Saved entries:
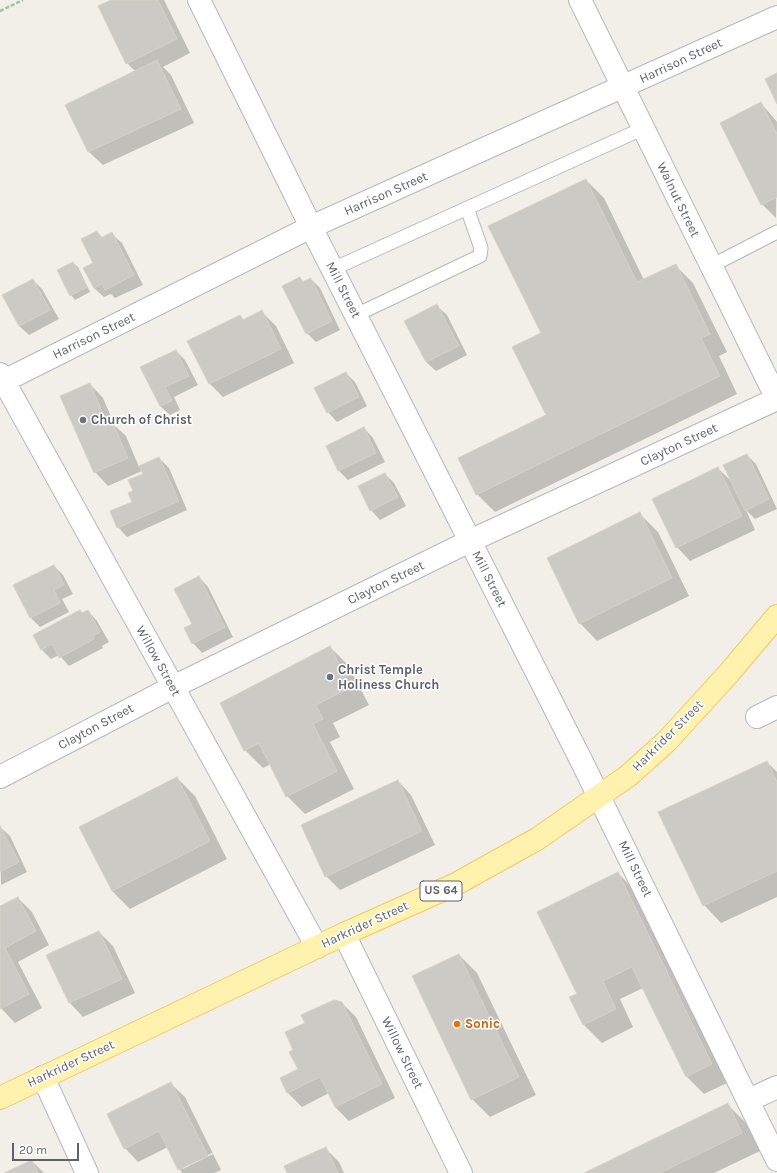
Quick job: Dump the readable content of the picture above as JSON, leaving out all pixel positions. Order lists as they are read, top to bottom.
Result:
{
  "streets": {
    "main road": ["Harkrider Street", "US 64"],
    "street": [
      "Harrison Street",
      "Walnut Street",
      "Mill Street",
      "Clayton Street",
      "Willow Street"
    ]
  },
  "crossings": [
    ["Harrison Street", "Walnut Street"],
    ["Harrison Street", "Mill Street"],
    ["Harrison Street", "Willow Street"],
    ["Walnut Street", "Clayton Street"],
    ["Mill Street", "Clayton Street"],
    ["Mill Street", "Harkrider Street"],
    ["Clayton Street", "Willow Street"],
    ["Willow Street", "Harkrider Street"]
  ],
  "places": ["Church of Christ", "Christ Temple Holiness Church", "Sonic"],
  "scale_bar": "20 m"
}
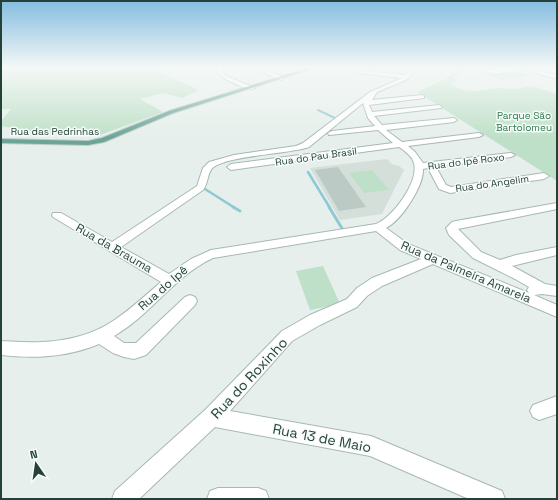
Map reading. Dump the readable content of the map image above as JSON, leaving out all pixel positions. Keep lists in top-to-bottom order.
{
  "streets": {
    "main road": ["Rua das Pedrinhas"],
    "street": [
      "Rua do Pau Brasil",
      "Rua do Ipê Roxo",
      "Rua do Angelim",
      "Rua da Brauma",
      "Rua da Palmeira Amarela",
      "Rua do Ipê",
      "Rua do Roxinho",
      "Rua 13 de Maio"
    ]
  },
  "crossings": [
    ["Rua do Ipê Roxo", "Rua do Angelim"],
    ["Rua da Brauma", "Rua do Ipê"],
    ["Rua da Palmeira Amarela", "Rua do Ipê"],
    ["Rua da Palmeira Amarela", "Rua do Roxinho"],
    ["Rua do Roxinho", "Rua 13 de Maio"]
  ],
  "parks": ["Parque São Bartolomeu"],
  "north": "top"
}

== WHAT YOU ARE ASKED TO DO ==
Output all the records above exactly, but without their images.

== YOUR RESPONSE ==
Quick job: Dump the readable content of the picture above as JSON, leaving out all pixel positions. Order lists as they are read, top to bottom.
Result:
{
  "streets": {
    "main road": ["Harkrider Street", "US 64"],
    "street": [
      "Harrison Street",
      "Walnut Street",
      "Mill Street",
      "Clayton Street",
      "Willow Street"
    ]
  },
  "crossings": [
    ["Harrison Street", "Walnut Street"],
    ["Harrison Street", "Mill Street"],
    ["Harrison Street", "Willow Street"],
    ["Walnut Street", "Clayton Street"],
    ["Mill Street", "Clayton Street"],
    ["Mill Street", "Harkrider Street"],
    ["Clayton Street", "Willow Street"],
    ["Willow Street", "Harkrider Street"]
  ],
  "places": ["Church of Christ", "Christ Temple Holiness Church", "Sonic"],
  "scale_bar": "20 m"
}
Map reading. Dump the readable content of the map image above as JSON, leaving out all pixel positions. Keep lists in top-to-bottom order.
{
  "streets": {
    "main road": ["Rua das Pedrinhas"],
    "street": [
      "Rua do Pau Brasil",
      "Rua do Ipê Roxo",
      "Rua do Angelim",
      "Rua da Brauma",
      "Rua da Palmeira Amarela",
      "Rua do Ipê",
      "Rua do Roxinho",
      "Rua 13 de Maio"
    ]
  },
  "crossings": [
    ["Rua do Ipê Roxo", "Rua do Angelim"],
    ["Rua da Brauma", "Rua do Ipê"],
    ["Rua da Palmeira Amarela", "Rua do Ipê"],
    ["Rua da Palmeira Amarela", "Rua do Roxinho"],
    ["Rua do Roxinho", "Rua 13 de Maio"]
  ],
  "parks": ["Parque São Bartolomeu"],
  "north": "top"
}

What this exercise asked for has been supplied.